DATA SECTION
%%

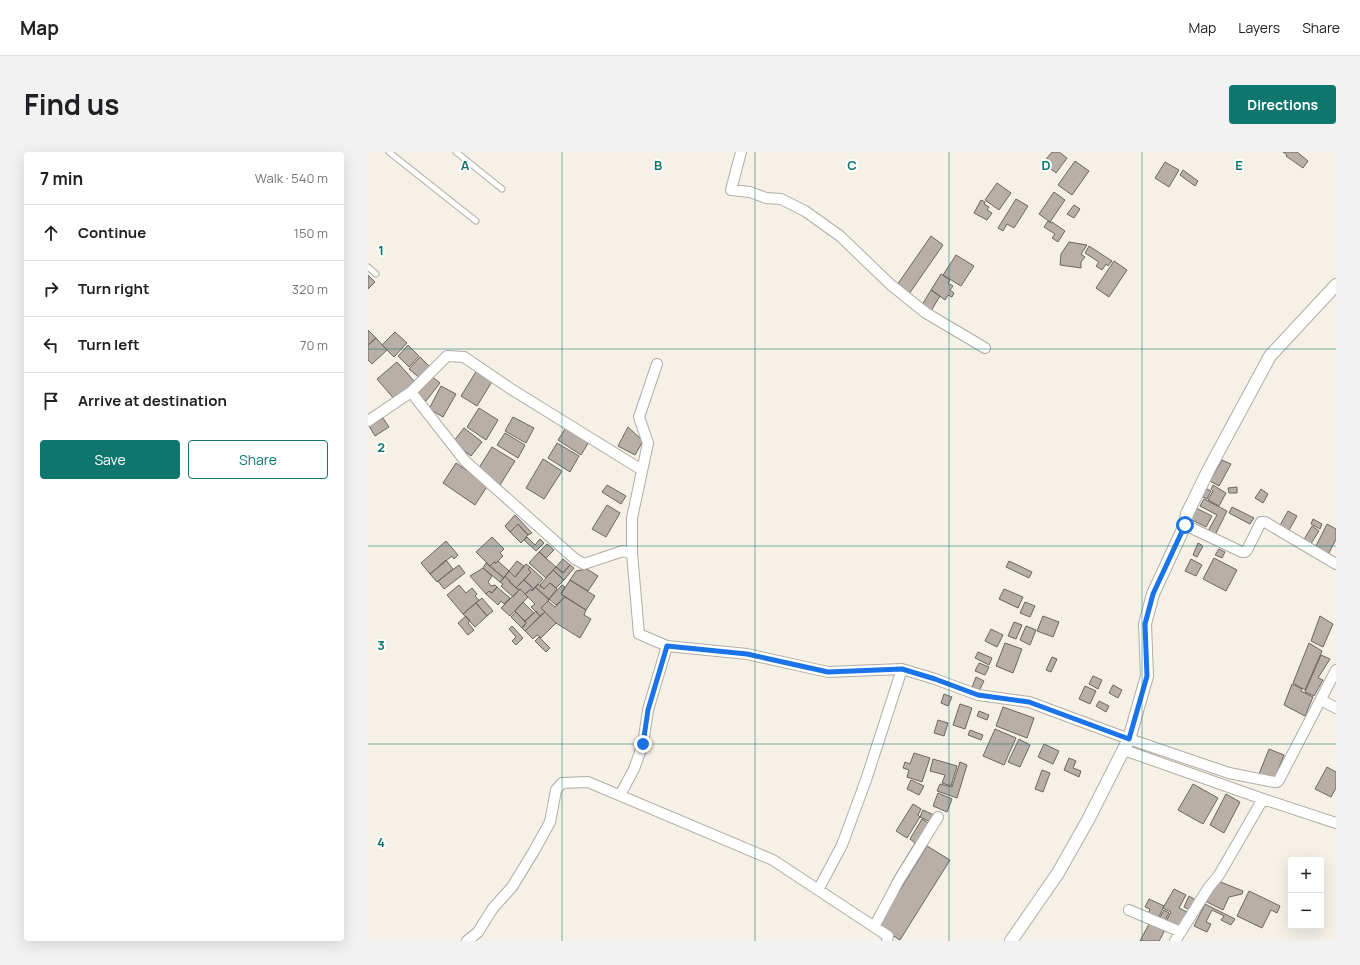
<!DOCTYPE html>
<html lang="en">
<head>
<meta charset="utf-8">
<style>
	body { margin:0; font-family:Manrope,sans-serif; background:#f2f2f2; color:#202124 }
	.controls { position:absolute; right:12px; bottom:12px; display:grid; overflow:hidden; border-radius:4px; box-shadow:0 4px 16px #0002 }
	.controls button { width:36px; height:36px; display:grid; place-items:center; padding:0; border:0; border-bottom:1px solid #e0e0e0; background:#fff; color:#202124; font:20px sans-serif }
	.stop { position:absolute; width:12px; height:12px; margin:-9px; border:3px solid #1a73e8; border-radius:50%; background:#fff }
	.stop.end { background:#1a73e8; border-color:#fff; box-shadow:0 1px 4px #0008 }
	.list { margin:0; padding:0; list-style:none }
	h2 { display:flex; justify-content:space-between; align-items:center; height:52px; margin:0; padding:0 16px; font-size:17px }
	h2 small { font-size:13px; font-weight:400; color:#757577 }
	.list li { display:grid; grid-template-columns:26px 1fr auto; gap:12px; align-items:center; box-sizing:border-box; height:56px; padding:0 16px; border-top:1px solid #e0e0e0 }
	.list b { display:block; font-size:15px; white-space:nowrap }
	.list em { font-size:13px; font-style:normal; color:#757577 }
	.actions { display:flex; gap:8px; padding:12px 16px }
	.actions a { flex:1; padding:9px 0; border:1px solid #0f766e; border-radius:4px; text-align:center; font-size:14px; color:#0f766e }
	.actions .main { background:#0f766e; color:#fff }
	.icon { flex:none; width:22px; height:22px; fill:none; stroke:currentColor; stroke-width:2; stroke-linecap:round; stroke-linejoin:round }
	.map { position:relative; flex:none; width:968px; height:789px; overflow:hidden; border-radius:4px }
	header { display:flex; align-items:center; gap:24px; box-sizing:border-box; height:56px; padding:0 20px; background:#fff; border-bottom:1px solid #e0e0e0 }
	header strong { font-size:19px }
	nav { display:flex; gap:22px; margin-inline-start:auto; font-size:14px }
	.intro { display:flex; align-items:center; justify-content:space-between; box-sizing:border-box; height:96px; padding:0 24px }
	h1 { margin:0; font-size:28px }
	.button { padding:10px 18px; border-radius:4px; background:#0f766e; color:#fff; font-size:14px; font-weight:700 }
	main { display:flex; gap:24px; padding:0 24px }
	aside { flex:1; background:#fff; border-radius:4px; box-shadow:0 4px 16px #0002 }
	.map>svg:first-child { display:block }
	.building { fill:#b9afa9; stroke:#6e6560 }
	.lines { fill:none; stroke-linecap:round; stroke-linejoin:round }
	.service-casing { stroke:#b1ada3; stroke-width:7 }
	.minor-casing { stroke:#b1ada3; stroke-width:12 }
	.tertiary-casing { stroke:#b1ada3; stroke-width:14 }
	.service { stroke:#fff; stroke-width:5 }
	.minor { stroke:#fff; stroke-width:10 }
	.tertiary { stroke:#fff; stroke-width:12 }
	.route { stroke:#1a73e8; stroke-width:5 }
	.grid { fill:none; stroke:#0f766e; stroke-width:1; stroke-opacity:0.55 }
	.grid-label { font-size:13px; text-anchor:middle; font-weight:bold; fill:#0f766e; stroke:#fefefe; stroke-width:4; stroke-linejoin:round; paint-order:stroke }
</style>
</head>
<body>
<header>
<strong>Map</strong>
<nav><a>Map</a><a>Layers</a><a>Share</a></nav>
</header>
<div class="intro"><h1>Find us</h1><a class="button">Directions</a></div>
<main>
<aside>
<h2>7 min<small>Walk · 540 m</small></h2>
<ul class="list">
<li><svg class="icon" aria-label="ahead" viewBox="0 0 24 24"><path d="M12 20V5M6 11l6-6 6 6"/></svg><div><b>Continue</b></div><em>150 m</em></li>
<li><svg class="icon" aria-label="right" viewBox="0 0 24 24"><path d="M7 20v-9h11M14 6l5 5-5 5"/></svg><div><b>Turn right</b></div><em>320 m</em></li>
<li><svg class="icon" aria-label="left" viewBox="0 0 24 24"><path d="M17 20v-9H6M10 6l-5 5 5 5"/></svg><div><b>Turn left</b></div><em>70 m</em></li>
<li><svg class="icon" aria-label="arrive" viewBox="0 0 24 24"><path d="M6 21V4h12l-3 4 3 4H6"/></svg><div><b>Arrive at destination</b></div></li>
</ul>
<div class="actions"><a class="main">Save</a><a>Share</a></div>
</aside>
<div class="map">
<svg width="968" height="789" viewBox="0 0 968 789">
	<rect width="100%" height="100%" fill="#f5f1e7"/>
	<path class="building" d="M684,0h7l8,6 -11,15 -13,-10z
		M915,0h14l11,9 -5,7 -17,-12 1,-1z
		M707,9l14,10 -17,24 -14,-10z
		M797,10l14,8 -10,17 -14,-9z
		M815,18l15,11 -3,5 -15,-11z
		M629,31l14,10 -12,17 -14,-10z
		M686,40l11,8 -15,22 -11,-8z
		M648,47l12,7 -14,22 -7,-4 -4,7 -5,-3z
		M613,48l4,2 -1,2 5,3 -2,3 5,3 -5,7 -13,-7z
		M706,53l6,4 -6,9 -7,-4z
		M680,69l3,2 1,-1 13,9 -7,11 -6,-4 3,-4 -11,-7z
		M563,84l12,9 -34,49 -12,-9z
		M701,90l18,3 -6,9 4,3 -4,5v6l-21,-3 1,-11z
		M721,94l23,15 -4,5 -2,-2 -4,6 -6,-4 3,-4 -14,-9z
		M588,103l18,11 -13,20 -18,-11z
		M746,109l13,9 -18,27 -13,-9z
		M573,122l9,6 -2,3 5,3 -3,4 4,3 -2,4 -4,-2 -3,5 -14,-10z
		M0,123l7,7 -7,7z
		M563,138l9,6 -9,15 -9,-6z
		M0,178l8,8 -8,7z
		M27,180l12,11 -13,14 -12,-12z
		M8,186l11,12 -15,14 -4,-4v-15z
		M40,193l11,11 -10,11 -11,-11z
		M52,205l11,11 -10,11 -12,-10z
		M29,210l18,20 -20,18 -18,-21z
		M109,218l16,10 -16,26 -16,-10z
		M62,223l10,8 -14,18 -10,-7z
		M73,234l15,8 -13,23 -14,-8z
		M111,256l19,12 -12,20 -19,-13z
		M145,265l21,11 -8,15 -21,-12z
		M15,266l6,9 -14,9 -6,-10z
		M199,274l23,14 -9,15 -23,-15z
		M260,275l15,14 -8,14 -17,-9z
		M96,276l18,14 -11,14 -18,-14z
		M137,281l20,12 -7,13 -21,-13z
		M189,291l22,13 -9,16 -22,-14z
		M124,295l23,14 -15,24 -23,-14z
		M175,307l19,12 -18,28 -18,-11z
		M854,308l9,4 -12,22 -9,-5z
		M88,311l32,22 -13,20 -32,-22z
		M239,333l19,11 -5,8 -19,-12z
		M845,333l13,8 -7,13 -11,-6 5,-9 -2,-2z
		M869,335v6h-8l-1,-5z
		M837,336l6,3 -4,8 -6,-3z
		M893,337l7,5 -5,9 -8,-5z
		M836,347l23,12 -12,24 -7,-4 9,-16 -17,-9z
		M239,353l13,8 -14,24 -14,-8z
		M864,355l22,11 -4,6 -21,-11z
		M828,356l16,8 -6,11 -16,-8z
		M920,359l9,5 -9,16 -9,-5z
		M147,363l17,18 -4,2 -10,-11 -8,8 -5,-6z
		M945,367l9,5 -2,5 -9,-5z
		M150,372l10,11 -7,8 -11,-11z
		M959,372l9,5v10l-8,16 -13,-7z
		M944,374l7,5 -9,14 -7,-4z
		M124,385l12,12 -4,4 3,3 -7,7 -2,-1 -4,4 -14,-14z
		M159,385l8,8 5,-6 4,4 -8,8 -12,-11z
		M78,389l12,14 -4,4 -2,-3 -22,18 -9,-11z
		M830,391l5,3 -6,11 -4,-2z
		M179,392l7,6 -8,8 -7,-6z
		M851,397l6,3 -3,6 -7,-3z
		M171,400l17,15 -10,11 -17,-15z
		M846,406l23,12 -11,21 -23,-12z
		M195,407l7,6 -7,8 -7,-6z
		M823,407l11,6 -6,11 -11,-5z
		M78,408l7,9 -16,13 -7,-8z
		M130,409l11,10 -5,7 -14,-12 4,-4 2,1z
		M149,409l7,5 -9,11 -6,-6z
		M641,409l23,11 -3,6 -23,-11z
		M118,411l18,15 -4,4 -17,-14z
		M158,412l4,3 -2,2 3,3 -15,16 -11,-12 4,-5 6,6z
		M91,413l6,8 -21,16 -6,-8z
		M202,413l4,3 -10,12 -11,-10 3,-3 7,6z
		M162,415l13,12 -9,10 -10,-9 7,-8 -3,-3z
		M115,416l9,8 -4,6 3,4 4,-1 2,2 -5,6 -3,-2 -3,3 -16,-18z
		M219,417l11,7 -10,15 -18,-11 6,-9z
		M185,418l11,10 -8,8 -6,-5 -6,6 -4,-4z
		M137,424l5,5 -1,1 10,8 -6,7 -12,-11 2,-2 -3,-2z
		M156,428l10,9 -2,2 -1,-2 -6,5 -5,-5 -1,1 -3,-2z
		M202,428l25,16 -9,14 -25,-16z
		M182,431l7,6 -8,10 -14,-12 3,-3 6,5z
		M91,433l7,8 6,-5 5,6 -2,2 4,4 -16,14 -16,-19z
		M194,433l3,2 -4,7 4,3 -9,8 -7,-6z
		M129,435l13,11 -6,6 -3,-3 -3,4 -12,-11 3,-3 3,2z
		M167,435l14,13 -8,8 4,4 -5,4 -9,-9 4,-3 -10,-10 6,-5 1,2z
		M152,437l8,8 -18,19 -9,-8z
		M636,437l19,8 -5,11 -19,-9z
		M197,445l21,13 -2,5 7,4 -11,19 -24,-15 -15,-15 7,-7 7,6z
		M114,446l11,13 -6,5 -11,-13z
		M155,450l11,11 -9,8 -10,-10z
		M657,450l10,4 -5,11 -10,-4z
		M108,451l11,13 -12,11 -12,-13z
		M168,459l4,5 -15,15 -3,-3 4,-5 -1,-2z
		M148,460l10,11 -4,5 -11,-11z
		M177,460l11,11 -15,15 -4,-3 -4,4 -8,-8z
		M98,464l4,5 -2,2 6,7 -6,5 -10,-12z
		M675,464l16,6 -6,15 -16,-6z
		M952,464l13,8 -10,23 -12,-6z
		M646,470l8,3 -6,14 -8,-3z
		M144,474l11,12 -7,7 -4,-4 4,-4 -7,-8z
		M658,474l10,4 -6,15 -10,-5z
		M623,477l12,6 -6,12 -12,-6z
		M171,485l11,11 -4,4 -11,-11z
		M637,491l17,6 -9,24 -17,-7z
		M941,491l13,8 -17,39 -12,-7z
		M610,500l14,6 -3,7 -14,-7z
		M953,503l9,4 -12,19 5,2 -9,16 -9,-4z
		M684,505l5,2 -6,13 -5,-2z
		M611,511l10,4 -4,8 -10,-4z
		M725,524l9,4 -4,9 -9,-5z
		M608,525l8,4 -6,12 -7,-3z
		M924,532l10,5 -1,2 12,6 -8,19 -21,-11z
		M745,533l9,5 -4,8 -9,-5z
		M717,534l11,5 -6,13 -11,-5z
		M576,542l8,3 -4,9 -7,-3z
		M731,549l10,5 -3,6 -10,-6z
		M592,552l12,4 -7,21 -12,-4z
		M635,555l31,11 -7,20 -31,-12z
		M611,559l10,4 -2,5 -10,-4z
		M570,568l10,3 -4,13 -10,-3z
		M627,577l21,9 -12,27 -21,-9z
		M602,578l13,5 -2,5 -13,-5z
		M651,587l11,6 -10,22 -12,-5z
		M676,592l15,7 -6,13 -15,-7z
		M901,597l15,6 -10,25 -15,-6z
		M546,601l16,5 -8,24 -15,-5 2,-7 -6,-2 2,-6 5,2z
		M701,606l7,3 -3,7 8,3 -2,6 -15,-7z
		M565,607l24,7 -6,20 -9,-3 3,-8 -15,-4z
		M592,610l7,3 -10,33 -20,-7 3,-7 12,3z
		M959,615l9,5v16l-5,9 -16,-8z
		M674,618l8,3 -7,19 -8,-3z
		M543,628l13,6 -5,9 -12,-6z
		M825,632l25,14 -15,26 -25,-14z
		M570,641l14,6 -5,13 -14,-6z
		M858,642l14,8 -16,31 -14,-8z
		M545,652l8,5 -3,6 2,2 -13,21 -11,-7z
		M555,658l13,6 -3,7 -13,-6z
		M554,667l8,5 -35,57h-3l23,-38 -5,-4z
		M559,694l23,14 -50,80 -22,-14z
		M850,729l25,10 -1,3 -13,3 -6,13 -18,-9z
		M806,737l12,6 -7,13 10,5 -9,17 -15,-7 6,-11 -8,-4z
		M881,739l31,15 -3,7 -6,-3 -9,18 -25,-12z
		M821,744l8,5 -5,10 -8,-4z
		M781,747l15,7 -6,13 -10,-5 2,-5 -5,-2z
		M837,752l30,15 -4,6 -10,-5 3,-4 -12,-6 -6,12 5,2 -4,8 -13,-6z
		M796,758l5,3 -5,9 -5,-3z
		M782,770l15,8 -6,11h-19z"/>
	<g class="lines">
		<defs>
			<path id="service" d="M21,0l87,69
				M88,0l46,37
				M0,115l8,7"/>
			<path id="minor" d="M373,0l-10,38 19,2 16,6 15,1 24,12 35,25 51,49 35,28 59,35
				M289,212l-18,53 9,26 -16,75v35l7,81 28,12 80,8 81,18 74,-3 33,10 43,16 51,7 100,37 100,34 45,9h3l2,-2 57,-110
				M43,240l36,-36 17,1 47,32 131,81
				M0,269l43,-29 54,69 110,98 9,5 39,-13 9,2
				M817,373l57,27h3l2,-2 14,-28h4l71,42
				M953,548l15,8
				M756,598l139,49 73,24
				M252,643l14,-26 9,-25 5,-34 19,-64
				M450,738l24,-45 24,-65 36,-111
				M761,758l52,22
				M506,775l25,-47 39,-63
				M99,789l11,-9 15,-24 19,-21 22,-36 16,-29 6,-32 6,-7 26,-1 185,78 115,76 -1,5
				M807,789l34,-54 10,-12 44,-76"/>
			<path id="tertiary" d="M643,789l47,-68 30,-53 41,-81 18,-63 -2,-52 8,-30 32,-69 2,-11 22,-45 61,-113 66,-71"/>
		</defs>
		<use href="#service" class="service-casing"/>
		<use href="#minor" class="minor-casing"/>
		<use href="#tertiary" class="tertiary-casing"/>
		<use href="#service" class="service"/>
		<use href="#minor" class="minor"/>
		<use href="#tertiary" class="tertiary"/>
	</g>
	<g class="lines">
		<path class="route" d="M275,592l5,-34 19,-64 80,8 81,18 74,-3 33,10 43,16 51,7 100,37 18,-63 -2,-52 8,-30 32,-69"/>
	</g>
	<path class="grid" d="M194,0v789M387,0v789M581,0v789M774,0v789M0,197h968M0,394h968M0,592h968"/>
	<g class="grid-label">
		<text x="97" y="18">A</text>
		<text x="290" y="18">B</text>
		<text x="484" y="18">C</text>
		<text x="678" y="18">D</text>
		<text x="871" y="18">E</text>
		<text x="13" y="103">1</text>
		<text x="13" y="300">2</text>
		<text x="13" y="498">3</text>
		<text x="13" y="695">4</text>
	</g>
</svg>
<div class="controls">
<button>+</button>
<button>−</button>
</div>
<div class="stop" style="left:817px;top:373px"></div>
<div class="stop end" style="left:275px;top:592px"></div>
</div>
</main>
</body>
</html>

%%

Begin at the first line of the entries above and return each line exactly, stopping after the line that contains "position:absolute; width:12px; height:12px;". Pictures do not belong in the copy.

SOLUTION TO THE PROBLEM
<!DOCTYPE html>
<html lang="en">
<head>
<meta charset="utf-8">
<style>
	body { margin:0; font-family:Manrope,sans-serif; background:#f2f2f2; color:#202124 }
	.controls { position:absolute; right:12px; bottom:12px; display:grid; overflow:hidden; border-radius:4px; box-shadow:0 4px 16px #0002 }
	.controls button { width:36px; height:36px; display:grid; place-items:center; padding:0; border:0; border-bottom:1px solid #e0e0e0; background:#fff; color:#202124; font:20px sans-serif }
	.stop { position:absolute; width:12px; height:12px; margin:-9px; border:3px solid #1a73e8; border-radius:50%; background:#fff }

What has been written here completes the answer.